As Daniel Kahneman and Amos Tversky so powerfully pointed out, we evolved to make quick and intuitive decisions for the here and now ahead of careful and considered decisions for the longer term. We intuitively emphasize (per anthropologist John Tooby) “the element in the nexus that we [can] manipulate to bring about a favored outcome.” Thus, “the reality of causal nexus is cognitively ignored in favor of the cartoon of single causes.” In short, whenever we try to figure out complex future outcomes we enter dangerous territory with disaster lurking everywhere.
Even when we recognize the fallacy of thinking in terms of single, linear causes (Fed policy, market valuations, etc.), the markets are still too complex and too adaptive to be readily predicted. There are simply too many variables to predict market behavior with any degree of detail, consistency or competence. Unless you’re Seth Klarman or somebody like him (none of whom is accepting capital from the likes of us), your crystal ball almost certainly does not work any better than anyone else’s.

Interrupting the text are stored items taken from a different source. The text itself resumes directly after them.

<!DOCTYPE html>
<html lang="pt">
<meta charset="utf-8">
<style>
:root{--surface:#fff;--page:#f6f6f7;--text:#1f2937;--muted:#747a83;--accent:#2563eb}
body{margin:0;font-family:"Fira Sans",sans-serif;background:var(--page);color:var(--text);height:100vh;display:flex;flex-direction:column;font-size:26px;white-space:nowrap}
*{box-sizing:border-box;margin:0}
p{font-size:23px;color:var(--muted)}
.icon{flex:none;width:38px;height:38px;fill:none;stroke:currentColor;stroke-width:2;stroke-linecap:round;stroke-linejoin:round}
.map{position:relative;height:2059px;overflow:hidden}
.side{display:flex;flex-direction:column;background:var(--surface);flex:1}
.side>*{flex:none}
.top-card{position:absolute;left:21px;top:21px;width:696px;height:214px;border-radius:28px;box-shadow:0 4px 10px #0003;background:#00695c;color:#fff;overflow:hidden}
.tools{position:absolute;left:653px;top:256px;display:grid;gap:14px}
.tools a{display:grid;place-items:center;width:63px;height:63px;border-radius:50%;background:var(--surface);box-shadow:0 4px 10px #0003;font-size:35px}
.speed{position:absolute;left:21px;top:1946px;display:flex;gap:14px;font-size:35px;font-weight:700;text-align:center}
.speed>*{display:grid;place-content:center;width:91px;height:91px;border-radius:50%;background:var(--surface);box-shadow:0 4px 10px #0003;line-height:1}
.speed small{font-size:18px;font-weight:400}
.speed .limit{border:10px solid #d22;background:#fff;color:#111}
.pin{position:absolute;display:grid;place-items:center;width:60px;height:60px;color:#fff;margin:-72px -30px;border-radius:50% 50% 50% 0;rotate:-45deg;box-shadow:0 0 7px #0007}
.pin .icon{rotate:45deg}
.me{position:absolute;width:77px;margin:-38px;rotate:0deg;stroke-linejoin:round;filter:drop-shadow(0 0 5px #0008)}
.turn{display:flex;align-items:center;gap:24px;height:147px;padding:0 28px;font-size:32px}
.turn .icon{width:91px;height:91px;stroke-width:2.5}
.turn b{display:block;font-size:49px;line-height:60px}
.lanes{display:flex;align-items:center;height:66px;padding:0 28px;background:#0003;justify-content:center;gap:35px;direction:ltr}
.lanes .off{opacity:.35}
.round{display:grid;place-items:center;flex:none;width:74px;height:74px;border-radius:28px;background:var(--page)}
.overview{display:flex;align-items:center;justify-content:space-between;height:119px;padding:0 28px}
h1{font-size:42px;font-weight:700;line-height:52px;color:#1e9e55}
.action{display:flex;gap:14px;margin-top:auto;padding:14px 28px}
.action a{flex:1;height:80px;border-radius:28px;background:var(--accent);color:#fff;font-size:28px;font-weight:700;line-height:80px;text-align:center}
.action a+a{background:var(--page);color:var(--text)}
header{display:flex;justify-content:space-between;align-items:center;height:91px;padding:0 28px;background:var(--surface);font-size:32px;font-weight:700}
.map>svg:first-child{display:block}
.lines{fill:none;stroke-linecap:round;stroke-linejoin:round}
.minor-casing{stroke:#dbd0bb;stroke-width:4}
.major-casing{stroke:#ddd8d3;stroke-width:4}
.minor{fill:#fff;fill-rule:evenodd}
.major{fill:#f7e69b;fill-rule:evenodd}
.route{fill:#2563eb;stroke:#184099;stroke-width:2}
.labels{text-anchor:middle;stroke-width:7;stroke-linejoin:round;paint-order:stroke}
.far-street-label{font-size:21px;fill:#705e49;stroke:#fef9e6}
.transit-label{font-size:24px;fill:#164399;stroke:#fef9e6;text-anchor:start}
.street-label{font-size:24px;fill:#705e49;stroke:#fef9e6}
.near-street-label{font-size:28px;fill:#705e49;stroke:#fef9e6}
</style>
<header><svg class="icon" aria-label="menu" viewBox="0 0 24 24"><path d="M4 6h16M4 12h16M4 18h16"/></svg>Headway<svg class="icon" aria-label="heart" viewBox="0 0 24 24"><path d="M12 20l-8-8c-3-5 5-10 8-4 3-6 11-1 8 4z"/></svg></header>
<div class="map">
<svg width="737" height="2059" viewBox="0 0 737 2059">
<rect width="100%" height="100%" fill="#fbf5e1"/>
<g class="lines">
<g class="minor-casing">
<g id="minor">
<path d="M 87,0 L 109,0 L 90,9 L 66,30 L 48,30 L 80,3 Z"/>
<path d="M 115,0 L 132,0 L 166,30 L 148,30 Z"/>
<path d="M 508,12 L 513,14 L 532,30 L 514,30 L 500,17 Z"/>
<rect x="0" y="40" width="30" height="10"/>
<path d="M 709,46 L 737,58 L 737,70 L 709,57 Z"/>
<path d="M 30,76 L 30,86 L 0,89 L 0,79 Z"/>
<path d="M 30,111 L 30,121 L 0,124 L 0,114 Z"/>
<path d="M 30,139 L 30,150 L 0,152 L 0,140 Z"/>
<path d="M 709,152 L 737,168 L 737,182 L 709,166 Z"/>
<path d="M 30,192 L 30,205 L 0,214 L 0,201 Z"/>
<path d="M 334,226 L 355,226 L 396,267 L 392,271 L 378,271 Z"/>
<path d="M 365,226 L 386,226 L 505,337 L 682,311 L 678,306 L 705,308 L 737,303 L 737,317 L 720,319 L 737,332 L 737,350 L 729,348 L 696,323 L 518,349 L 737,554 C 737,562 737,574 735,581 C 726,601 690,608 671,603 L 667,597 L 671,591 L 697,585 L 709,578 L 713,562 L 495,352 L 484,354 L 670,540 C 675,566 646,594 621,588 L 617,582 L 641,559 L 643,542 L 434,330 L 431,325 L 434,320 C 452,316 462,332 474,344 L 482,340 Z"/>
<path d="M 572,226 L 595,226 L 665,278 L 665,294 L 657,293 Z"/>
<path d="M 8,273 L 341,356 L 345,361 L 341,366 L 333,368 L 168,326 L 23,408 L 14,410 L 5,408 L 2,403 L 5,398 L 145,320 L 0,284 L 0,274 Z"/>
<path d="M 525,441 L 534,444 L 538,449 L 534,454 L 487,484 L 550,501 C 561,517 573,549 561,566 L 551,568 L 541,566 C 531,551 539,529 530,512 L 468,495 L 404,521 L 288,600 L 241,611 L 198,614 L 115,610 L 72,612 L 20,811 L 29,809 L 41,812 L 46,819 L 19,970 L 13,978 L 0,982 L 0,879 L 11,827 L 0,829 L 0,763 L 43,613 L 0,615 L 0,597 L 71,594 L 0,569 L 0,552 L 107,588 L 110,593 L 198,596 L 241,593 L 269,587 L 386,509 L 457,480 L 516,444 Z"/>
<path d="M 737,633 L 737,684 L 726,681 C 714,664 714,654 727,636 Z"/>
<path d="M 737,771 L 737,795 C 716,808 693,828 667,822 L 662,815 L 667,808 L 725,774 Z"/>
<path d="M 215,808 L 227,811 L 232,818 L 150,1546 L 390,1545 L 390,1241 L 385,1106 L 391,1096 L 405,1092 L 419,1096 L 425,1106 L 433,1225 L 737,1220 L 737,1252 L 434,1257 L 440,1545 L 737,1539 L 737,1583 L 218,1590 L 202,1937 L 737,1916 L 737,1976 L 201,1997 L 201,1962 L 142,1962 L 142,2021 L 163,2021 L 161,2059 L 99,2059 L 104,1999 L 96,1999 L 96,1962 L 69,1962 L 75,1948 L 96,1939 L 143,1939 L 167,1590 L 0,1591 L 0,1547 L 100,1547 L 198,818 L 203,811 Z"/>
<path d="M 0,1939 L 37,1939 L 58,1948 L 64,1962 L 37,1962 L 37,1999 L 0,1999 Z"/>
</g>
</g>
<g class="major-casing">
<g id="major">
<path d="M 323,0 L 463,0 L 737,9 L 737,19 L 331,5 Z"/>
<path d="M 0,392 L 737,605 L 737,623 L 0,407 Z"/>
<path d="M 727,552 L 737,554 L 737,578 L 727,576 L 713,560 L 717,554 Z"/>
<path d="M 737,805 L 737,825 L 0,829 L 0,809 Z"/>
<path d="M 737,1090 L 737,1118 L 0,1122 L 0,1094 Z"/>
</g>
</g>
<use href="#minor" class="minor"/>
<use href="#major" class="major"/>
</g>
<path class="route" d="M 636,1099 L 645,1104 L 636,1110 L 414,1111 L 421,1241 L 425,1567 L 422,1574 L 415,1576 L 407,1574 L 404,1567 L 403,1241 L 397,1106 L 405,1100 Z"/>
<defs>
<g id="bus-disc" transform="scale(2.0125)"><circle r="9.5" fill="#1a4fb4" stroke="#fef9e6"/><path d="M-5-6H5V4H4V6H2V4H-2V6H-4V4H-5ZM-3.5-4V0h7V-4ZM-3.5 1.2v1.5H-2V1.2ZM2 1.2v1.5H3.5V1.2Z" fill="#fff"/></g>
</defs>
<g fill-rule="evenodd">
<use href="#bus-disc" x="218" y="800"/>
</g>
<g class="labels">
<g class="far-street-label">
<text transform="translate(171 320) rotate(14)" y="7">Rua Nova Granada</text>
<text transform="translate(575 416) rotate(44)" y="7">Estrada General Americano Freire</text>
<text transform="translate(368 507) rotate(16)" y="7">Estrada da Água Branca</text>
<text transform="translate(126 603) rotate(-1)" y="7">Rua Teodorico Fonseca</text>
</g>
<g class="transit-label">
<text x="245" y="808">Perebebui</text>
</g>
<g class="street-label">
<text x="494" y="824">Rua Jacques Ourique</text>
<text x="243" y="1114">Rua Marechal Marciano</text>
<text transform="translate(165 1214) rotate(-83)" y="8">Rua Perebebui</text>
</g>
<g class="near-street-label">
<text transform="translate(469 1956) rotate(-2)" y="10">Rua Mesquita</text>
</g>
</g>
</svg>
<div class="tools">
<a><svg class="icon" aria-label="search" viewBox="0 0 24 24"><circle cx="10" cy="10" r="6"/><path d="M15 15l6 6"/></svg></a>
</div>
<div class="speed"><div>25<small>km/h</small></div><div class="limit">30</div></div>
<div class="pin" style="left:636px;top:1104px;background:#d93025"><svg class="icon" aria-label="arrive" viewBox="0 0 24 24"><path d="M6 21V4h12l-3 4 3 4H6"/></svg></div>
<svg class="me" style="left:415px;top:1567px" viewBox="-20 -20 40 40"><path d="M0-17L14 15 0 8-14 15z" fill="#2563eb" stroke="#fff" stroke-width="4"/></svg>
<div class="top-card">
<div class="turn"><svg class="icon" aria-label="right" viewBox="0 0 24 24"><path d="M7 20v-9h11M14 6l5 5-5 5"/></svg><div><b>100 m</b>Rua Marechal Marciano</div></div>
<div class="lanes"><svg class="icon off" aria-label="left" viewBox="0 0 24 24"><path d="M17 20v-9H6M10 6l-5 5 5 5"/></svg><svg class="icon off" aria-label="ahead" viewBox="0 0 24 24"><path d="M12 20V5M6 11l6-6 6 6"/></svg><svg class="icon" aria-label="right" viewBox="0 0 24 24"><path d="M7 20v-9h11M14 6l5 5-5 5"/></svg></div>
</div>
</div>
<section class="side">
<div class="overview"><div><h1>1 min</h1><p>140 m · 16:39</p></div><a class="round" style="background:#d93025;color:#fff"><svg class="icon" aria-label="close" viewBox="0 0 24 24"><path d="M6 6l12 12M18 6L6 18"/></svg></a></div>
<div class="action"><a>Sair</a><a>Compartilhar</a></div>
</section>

All that said, the idea that we can live our investing lives forecast-free is as erroneous as the market predictions that are so easy to mock. As Cullen Roche repeatedly emphasizes, “any decision about the future involves an implicit forecast about future outcomes.” As Philip Tetlock wrote in his wonderful book, “Superforecasting: The Art and Science of Prediction”: “We are all forecasters. When we think about changing jobs, getting married, buying a home, making an investment, launching a product, or retiring, we decide based on how we expect the future to unfold.”